### About this task
The word "currentColor": in how many lines of the records does it appear? Reply with the number alone.

····················

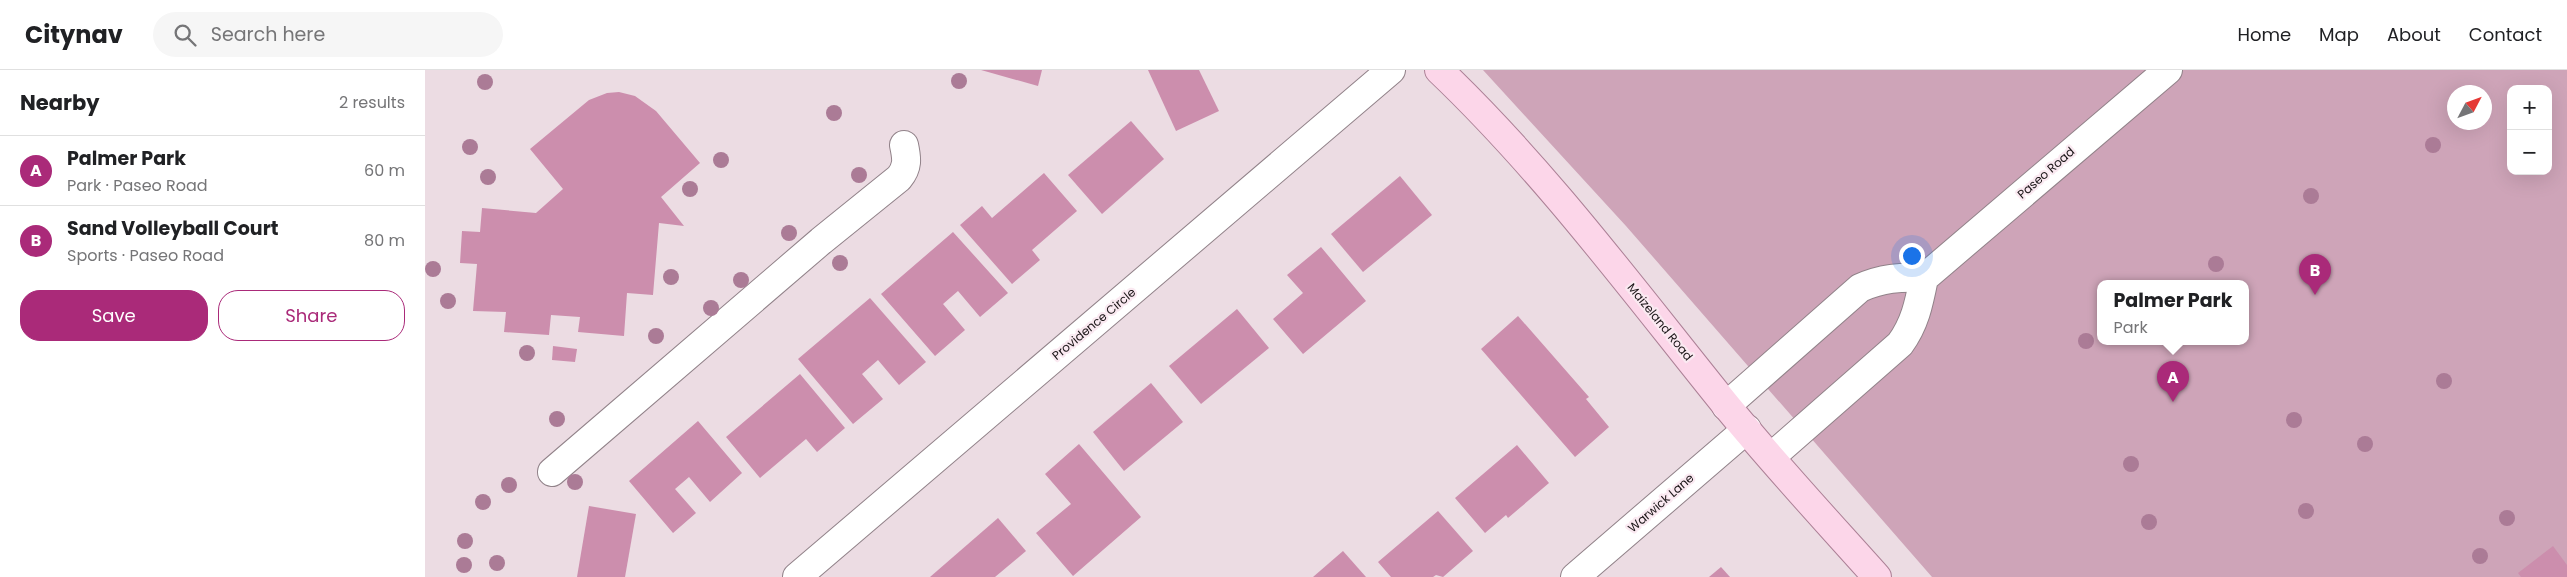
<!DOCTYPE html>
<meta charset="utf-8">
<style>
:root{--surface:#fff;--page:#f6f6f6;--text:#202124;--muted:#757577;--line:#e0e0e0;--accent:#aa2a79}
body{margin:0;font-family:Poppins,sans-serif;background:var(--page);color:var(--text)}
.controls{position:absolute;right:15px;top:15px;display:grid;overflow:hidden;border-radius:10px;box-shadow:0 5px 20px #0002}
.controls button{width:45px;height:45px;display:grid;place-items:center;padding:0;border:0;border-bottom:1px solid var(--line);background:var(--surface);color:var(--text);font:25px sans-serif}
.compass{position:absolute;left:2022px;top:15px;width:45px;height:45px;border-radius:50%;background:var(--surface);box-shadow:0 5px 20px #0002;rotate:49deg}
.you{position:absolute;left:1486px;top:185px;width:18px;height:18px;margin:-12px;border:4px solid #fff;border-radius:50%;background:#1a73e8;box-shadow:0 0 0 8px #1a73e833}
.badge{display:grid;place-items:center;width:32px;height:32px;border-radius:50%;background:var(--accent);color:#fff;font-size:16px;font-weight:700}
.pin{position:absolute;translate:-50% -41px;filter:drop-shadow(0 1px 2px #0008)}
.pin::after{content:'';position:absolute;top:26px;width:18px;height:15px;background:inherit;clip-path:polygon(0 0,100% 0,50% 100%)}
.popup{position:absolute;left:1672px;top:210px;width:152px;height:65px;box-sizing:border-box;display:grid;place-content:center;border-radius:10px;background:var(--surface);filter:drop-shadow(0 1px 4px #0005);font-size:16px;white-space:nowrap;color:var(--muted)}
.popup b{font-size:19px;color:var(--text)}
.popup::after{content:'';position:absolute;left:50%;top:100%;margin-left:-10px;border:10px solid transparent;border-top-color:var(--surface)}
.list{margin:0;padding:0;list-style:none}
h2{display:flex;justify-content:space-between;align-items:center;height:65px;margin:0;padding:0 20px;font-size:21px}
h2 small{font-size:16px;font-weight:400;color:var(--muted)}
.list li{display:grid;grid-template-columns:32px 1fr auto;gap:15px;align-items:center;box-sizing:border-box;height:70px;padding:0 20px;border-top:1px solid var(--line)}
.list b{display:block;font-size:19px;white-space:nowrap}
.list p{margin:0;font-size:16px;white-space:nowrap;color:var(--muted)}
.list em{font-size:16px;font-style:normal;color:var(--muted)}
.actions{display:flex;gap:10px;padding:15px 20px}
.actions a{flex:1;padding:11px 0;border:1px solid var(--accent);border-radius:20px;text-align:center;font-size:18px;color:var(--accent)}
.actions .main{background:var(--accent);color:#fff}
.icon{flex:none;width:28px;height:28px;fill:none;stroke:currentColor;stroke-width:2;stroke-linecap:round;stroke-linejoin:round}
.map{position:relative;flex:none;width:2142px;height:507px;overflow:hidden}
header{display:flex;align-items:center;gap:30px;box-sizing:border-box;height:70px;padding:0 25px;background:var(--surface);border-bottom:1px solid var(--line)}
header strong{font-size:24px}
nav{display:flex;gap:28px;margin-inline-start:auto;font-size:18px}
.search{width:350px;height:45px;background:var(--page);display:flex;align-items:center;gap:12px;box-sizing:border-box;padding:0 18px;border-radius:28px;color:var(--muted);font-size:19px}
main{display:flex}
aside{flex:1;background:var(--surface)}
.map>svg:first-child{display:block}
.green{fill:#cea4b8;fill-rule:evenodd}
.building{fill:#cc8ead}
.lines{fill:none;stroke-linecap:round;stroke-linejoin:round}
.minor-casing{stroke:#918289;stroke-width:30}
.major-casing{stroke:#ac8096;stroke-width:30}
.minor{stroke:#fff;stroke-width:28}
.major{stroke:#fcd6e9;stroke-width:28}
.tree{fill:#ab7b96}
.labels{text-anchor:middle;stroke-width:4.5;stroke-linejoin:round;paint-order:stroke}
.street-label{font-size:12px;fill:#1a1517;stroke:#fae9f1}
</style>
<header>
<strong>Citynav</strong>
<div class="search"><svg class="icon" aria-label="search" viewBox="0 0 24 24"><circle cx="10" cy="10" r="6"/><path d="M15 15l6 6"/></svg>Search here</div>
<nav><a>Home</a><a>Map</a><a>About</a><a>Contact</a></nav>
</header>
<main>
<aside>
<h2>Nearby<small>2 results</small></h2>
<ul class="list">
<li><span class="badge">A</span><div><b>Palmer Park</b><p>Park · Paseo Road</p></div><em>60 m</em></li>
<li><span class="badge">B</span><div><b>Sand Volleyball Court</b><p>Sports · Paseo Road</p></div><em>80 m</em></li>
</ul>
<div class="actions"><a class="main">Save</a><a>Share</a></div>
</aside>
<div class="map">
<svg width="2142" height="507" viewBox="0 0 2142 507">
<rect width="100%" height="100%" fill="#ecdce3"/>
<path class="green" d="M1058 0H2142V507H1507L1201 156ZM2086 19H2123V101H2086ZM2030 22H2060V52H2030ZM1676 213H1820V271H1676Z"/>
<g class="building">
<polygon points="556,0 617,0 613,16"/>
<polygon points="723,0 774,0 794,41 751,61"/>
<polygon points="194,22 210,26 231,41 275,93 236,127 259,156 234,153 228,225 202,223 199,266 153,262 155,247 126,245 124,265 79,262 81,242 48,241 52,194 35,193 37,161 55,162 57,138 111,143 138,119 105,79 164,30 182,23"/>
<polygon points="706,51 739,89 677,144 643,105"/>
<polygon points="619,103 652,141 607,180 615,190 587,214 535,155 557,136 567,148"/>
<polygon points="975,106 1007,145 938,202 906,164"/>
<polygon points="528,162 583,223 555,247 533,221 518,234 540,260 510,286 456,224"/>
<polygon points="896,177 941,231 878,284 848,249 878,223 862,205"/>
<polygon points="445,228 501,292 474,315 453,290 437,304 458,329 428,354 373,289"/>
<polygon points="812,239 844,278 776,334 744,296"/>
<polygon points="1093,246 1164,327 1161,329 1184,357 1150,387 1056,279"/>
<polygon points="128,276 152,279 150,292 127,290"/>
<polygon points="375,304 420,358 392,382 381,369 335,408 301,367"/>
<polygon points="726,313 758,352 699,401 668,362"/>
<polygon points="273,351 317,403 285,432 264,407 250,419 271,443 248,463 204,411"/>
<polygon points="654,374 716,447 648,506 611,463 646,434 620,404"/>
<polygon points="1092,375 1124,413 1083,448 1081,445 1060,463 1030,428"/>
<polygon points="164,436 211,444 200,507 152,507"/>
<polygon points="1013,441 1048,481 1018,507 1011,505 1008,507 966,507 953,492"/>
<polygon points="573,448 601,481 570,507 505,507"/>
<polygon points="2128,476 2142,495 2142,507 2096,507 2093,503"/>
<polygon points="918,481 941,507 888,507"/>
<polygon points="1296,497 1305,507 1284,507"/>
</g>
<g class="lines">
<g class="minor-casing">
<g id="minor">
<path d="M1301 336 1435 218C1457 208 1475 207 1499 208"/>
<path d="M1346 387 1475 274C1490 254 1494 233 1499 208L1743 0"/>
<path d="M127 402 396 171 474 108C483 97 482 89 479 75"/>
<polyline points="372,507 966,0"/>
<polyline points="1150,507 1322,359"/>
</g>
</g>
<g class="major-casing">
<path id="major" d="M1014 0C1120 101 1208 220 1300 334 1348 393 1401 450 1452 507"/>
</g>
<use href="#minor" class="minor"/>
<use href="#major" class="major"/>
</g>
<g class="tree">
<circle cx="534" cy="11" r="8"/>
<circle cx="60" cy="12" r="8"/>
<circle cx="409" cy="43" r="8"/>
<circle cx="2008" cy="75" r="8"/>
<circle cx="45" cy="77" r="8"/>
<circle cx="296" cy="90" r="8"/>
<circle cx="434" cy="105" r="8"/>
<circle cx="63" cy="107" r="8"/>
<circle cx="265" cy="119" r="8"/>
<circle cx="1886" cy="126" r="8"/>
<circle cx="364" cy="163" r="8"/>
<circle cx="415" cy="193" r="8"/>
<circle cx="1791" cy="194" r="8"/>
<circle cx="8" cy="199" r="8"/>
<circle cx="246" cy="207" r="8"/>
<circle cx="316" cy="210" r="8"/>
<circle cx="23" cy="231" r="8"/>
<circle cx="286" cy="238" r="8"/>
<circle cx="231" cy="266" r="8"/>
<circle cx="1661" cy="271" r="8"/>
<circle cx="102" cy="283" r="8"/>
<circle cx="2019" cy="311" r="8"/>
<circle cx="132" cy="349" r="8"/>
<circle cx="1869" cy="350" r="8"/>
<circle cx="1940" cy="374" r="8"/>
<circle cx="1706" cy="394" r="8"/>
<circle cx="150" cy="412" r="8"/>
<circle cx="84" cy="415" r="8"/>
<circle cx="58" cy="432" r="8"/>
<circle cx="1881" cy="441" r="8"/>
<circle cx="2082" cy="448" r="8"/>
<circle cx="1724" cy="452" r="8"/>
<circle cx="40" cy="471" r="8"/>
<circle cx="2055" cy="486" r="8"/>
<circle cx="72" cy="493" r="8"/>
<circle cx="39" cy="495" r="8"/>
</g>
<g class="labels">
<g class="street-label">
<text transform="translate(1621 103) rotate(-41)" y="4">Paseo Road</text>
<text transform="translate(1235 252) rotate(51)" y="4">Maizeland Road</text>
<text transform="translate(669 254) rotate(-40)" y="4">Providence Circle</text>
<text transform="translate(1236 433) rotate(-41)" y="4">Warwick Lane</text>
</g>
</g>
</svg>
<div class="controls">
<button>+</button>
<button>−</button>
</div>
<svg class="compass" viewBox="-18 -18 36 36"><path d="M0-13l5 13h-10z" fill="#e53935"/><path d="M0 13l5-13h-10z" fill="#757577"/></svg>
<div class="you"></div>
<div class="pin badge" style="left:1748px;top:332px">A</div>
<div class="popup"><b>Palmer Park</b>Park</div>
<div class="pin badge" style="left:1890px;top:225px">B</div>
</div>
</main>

····················

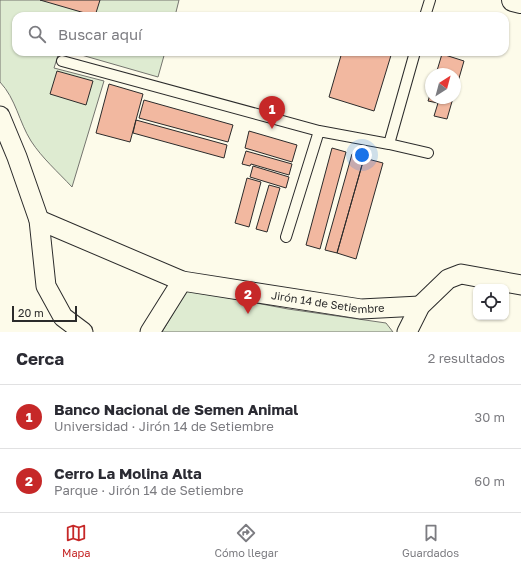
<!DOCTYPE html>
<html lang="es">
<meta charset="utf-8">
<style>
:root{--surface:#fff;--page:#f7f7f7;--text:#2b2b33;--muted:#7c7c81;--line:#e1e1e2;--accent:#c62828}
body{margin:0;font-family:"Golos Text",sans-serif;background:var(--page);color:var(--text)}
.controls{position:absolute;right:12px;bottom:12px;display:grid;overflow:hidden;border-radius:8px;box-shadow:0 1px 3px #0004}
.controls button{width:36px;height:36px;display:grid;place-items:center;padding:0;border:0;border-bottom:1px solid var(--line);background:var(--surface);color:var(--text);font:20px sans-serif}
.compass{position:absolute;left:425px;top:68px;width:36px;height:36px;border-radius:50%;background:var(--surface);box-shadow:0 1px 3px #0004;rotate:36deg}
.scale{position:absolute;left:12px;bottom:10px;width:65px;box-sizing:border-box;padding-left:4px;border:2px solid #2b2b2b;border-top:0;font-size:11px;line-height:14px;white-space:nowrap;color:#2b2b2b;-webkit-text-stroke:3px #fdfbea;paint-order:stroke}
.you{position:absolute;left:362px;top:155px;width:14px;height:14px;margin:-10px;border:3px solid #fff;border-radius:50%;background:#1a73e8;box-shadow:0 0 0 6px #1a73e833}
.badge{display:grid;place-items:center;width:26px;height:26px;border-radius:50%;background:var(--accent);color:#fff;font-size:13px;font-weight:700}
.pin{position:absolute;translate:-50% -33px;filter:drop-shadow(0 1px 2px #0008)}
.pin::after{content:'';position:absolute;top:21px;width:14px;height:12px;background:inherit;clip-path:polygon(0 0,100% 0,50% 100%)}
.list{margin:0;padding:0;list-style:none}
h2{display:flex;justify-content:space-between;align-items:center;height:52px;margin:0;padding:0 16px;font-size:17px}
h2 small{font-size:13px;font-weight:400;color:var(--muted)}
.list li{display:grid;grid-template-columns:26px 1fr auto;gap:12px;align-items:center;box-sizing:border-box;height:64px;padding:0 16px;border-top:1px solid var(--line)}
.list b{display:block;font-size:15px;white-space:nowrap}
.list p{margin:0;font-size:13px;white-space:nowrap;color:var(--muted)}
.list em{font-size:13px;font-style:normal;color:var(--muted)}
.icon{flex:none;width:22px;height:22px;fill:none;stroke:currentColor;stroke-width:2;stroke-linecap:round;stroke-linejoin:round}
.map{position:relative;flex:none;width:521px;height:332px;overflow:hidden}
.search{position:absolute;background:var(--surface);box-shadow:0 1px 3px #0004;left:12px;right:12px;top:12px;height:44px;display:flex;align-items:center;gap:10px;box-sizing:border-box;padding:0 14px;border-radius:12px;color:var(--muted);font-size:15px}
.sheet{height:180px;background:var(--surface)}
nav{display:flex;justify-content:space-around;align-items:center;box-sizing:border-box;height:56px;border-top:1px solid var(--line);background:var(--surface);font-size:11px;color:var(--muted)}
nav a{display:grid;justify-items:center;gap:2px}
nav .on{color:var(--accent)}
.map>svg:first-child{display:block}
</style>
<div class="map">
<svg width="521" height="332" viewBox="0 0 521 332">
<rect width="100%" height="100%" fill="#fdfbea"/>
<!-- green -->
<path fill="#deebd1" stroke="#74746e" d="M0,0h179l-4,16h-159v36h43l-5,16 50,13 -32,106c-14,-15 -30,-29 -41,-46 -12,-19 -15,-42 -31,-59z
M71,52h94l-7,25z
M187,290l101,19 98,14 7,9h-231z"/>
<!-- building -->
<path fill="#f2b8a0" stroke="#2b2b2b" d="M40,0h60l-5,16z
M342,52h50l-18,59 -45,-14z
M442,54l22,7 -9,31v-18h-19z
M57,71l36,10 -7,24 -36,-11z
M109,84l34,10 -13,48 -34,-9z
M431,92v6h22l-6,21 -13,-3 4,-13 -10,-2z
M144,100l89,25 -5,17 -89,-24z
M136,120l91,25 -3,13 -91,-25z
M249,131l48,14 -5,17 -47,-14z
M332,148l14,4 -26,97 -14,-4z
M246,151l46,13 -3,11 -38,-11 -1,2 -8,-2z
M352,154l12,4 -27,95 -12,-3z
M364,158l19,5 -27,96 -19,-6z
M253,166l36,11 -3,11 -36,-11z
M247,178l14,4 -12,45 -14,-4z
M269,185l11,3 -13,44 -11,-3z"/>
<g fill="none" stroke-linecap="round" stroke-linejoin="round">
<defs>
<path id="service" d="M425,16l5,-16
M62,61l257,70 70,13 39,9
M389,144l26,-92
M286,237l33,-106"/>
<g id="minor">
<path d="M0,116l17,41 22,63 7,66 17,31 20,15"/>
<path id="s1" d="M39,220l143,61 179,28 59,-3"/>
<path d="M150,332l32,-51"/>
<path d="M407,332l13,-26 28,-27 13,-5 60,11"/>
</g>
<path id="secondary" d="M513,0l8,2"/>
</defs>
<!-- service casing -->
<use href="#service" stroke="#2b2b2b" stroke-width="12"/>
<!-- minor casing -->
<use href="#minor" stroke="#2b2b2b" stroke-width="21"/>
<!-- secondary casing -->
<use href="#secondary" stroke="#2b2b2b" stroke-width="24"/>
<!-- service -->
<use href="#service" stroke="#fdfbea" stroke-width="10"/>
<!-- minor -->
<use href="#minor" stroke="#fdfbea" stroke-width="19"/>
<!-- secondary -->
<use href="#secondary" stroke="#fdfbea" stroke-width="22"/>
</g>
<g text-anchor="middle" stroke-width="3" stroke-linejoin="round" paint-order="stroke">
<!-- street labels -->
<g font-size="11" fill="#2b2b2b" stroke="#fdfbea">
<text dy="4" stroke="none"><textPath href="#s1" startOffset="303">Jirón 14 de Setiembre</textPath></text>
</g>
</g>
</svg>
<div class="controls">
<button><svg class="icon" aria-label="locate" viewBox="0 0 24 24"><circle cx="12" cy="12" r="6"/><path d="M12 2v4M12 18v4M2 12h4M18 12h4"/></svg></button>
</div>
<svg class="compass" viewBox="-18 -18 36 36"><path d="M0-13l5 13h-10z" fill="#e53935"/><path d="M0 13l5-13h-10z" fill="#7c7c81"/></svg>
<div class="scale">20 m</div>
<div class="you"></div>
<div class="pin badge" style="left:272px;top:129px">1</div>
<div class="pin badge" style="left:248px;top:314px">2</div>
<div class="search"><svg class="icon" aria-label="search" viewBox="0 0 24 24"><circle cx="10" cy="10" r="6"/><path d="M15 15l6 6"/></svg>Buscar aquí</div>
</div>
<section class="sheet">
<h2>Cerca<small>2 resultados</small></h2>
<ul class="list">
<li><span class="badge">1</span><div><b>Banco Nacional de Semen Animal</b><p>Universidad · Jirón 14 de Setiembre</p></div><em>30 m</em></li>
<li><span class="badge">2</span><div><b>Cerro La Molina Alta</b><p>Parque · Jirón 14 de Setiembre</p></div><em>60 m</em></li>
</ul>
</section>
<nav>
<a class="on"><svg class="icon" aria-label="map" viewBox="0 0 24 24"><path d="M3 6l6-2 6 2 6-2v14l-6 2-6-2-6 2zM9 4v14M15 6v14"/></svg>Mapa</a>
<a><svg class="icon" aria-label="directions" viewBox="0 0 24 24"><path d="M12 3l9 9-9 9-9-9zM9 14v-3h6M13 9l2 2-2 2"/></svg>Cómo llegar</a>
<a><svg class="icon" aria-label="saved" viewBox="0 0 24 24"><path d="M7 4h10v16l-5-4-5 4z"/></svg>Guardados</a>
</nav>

····················

### Response
2